Stored items from a collection:
====================

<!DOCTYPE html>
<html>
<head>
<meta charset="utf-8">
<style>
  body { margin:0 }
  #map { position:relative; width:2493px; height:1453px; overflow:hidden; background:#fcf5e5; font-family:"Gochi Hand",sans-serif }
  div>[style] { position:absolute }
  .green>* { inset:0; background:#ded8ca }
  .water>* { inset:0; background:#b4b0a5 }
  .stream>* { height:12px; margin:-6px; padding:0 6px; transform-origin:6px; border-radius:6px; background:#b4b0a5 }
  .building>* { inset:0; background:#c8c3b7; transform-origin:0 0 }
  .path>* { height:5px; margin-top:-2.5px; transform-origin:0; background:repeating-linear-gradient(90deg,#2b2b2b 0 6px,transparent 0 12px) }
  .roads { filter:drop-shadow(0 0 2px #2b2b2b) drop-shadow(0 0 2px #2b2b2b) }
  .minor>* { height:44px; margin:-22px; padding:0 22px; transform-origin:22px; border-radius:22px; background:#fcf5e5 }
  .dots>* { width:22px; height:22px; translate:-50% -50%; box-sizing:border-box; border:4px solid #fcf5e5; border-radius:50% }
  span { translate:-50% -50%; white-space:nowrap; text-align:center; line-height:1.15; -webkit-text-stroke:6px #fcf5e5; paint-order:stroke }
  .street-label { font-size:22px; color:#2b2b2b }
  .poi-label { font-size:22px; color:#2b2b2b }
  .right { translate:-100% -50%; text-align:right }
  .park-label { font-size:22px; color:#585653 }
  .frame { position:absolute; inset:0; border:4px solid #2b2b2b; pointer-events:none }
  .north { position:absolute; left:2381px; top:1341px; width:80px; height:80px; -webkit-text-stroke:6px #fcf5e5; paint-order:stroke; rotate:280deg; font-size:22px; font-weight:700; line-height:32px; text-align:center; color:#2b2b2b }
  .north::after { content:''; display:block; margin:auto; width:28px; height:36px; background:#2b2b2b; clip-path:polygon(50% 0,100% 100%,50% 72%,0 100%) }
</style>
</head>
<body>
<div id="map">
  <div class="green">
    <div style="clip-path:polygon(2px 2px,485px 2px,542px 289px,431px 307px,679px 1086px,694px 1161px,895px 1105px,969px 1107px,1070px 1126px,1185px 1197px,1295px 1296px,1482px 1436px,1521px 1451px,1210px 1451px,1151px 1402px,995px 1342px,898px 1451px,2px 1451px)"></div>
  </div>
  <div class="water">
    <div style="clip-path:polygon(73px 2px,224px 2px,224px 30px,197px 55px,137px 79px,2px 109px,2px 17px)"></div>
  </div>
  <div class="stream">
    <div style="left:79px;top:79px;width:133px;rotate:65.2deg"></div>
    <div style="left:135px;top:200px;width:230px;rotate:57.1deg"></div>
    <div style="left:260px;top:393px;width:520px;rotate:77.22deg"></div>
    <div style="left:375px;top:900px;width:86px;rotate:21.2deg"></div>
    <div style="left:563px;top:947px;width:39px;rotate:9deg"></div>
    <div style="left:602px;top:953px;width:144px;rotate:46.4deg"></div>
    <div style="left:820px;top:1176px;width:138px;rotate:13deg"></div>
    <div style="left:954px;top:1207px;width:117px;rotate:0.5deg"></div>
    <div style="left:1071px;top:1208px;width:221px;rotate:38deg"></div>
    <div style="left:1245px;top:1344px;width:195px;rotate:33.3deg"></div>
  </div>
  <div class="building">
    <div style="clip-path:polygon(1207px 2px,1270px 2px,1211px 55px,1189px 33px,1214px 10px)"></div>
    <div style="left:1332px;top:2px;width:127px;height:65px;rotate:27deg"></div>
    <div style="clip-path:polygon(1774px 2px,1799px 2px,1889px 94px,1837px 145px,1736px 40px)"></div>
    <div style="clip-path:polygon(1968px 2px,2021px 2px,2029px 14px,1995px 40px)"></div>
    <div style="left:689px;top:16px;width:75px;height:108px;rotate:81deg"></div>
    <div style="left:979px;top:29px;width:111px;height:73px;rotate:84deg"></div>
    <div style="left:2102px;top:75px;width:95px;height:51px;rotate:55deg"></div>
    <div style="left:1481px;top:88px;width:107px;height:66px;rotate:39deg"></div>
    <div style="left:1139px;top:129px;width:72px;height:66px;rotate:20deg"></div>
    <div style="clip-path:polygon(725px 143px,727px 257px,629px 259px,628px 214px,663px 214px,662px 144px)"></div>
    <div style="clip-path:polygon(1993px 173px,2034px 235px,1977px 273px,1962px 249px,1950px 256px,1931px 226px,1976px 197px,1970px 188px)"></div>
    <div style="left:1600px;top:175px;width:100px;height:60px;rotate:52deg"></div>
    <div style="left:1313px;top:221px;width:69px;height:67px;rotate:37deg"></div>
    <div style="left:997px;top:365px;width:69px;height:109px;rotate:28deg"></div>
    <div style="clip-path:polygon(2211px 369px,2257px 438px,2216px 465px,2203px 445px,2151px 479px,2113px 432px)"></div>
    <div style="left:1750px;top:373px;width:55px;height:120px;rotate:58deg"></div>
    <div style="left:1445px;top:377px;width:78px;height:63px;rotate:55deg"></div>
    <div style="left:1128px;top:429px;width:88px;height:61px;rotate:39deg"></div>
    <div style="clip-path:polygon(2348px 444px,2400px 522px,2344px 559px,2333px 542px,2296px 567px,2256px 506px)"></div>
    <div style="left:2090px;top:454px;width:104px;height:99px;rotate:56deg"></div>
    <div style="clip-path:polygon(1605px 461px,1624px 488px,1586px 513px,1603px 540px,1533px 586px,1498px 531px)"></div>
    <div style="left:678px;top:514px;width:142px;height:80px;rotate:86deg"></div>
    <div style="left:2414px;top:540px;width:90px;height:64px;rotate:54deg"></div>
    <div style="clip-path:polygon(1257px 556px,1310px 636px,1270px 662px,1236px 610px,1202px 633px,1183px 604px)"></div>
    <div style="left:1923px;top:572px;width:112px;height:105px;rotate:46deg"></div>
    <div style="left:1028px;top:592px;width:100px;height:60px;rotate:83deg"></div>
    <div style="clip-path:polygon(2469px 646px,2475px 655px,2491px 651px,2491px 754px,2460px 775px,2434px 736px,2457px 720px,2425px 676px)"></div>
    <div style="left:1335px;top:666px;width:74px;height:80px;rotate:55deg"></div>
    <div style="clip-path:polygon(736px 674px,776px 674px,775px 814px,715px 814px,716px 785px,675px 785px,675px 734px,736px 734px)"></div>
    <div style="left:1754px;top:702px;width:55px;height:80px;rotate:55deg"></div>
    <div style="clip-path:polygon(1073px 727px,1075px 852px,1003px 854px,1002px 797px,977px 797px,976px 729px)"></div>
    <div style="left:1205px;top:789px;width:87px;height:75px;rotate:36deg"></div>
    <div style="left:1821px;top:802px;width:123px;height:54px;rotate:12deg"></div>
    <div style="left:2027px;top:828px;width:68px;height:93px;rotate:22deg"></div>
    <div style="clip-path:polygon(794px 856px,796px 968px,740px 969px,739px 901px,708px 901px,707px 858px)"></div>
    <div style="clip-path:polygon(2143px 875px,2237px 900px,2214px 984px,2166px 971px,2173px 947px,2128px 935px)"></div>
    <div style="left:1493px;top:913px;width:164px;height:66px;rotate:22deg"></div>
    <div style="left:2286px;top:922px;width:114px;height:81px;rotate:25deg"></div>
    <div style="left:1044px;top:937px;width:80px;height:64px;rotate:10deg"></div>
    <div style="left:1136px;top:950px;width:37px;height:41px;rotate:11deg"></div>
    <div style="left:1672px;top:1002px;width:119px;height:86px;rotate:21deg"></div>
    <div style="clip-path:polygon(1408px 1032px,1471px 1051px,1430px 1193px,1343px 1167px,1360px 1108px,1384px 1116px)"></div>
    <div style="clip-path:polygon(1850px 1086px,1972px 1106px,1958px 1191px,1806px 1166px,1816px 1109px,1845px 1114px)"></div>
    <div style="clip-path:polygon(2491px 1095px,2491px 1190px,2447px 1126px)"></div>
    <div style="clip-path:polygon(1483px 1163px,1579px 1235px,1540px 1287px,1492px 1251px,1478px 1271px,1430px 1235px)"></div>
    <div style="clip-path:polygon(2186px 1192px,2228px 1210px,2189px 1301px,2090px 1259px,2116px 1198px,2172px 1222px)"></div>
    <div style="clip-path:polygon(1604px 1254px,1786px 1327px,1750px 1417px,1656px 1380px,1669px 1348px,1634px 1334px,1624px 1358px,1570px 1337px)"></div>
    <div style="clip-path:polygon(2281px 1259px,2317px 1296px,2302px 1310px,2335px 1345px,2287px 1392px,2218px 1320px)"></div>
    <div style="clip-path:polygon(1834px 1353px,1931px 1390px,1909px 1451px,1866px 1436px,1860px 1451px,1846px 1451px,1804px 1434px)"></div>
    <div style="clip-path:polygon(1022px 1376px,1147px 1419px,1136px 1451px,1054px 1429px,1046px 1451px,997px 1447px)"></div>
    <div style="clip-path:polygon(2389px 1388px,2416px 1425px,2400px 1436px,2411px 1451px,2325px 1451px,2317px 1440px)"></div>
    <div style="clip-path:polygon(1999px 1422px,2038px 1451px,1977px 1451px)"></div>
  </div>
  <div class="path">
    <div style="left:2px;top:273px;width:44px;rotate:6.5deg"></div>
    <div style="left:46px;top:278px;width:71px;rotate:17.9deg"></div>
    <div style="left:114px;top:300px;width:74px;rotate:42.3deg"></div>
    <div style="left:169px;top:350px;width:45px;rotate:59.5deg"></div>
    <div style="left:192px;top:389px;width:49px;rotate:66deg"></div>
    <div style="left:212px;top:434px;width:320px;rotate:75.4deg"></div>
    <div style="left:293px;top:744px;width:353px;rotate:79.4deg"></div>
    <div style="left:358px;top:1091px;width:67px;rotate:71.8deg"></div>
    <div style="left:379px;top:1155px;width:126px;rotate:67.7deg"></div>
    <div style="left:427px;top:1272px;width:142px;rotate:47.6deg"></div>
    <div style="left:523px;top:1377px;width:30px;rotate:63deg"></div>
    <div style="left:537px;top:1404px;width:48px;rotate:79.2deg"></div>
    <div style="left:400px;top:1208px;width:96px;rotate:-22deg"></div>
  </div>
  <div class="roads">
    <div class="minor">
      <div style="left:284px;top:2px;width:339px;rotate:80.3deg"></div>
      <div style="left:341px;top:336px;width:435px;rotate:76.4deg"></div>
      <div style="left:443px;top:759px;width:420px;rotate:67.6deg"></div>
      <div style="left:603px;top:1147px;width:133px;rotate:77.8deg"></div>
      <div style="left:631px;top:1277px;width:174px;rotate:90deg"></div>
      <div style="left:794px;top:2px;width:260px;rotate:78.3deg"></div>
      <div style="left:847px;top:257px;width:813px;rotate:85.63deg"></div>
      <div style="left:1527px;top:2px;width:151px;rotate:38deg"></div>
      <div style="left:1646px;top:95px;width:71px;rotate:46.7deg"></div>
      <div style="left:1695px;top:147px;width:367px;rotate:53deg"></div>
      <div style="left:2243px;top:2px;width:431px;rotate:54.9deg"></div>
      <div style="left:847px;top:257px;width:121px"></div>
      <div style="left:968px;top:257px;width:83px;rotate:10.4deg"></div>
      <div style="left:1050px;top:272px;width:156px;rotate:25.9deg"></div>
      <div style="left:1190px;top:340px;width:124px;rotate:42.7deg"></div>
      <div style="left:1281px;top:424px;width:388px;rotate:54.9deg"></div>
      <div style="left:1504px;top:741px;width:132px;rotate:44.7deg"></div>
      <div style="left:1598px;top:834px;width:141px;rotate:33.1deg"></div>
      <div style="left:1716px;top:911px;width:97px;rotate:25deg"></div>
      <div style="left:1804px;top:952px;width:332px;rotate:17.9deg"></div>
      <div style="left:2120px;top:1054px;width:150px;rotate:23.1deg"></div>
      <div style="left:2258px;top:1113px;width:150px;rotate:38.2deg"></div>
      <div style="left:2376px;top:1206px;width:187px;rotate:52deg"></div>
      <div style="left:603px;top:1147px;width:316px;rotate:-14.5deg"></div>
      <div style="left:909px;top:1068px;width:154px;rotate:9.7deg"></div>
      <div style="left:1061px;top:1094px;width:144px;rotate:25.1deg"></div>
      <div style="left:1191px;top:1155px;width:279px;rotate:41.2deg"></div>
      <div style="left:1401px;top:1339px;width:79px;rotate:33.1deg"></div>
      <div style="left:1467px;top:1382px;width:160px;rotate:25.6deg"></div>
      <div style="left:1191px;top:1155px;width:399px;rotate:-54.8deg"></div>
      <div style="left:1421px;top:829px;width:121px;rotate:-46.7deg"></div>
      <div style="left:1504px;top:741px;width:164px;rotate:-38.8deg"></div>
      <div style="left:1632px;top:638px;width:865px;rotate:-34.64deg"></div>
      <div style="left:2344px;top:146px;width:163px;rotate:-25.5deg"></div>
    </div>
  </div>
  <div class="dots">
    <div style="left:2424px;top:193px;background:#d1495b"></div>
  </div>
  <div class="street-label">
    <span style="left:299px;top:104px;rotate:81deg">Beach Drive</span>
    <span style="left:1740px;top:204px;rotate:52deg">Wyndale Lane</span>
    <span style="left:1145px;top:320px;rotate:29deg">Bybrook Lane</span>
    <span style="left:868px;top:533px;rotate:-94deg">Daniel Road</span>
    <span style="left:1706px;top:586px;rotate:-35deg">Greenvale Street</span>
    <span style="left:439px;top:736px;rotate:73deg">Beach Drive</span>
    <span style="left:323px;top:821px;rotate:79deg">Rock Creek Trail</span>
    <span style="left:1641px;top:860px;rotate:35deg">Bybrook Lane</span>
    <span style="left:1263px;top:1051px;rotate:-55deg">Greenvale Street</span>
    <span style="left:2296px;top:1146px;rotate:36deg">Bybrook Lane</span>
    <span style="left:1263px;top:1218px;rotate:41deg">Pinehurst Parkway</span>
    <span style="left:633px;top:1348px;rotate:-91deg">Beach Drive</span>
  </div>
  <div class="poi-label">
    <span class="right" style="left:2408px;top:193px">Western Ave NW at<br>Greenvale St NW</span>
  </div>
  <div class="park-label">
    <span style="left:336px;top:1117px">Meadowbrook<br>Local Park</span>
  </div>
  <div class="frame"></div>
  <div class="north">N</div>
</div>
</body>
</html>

====================

* PROBLEM TO WORK ON
Only one number is wanted: how many lines of the data above include the word "stream".

* RESPONSE
2